DESCRIPTION OF THE TASK:
When the word "labels" shows up in a line of the records below, copy that line.

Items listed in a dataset

****

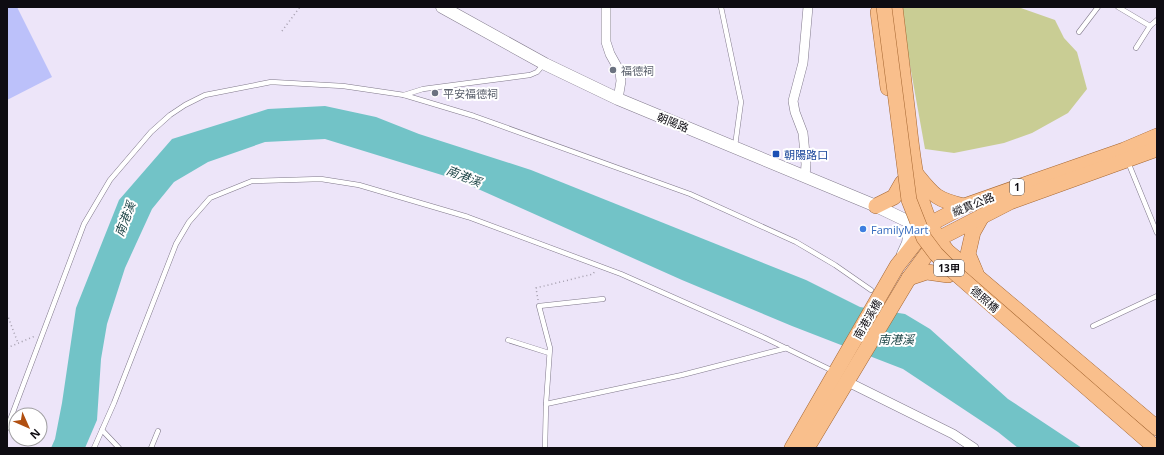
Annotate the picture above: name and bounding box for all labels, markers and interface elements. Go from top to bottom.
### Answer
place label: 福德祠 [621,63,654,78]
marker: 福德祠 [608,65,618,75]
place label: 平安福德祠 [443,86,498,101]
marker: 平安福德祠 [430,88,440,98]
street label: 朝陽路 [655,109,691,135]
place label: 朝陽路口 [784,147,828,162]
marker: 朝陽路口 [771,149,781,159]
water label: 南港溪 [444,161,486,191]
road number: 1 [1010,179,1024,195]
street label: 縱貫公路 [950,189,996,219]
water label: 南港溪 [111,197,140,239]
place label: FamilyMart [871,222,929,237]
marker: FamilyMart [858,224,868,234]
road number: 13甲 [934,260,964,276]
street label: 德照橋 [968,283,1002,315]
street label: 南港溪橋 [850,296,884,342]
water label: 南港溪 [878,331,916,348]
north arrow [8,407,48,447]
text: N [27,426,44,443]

****

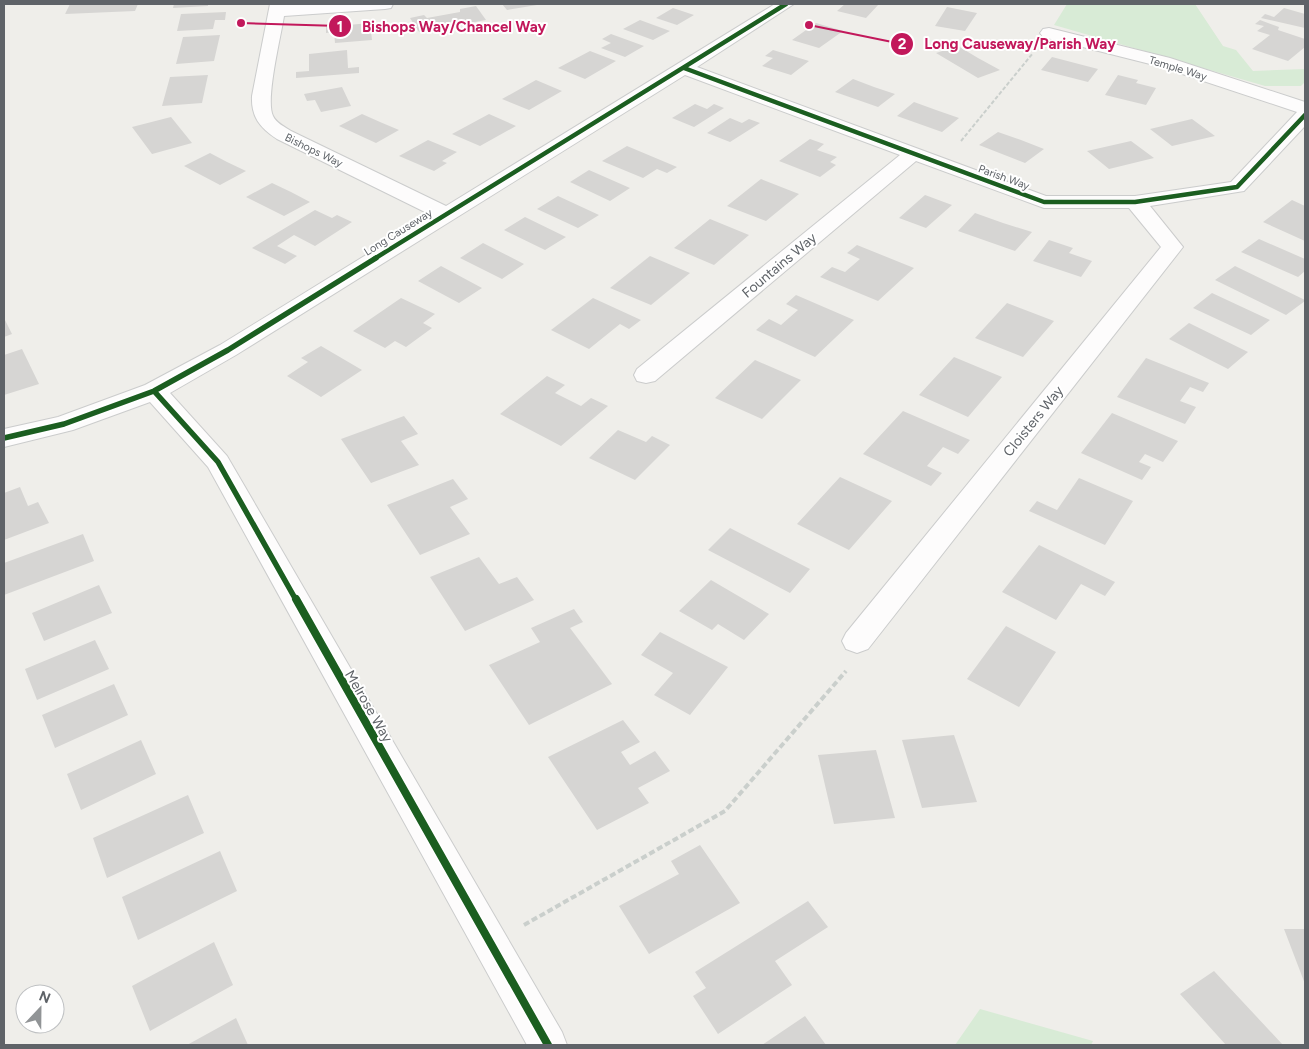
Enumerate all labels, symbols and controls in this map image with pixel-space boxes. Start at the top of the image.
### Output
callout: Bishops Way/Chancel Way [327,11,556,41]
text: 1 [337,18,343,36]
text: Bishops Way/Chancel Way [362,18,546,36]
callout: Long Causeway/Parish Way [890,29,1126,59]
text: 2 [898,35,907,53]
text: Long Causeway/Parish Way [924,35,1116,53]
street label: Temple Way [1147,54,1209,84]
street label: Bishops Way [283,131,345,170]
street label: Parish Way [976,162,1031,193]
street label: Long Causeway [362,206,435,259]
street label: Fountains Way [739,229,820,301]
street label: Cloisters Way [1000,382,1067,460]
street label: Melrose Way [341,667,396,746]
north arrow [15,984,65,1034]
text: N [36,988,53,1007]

****

ANSWER SECTION:
Annotate the picture above: name and bounding box for all labels, markers and interface elements. Go from top to bottom.
Enumerate all labels, symbols and controls in this map image with pixel-space boxes. Start at the top of the image.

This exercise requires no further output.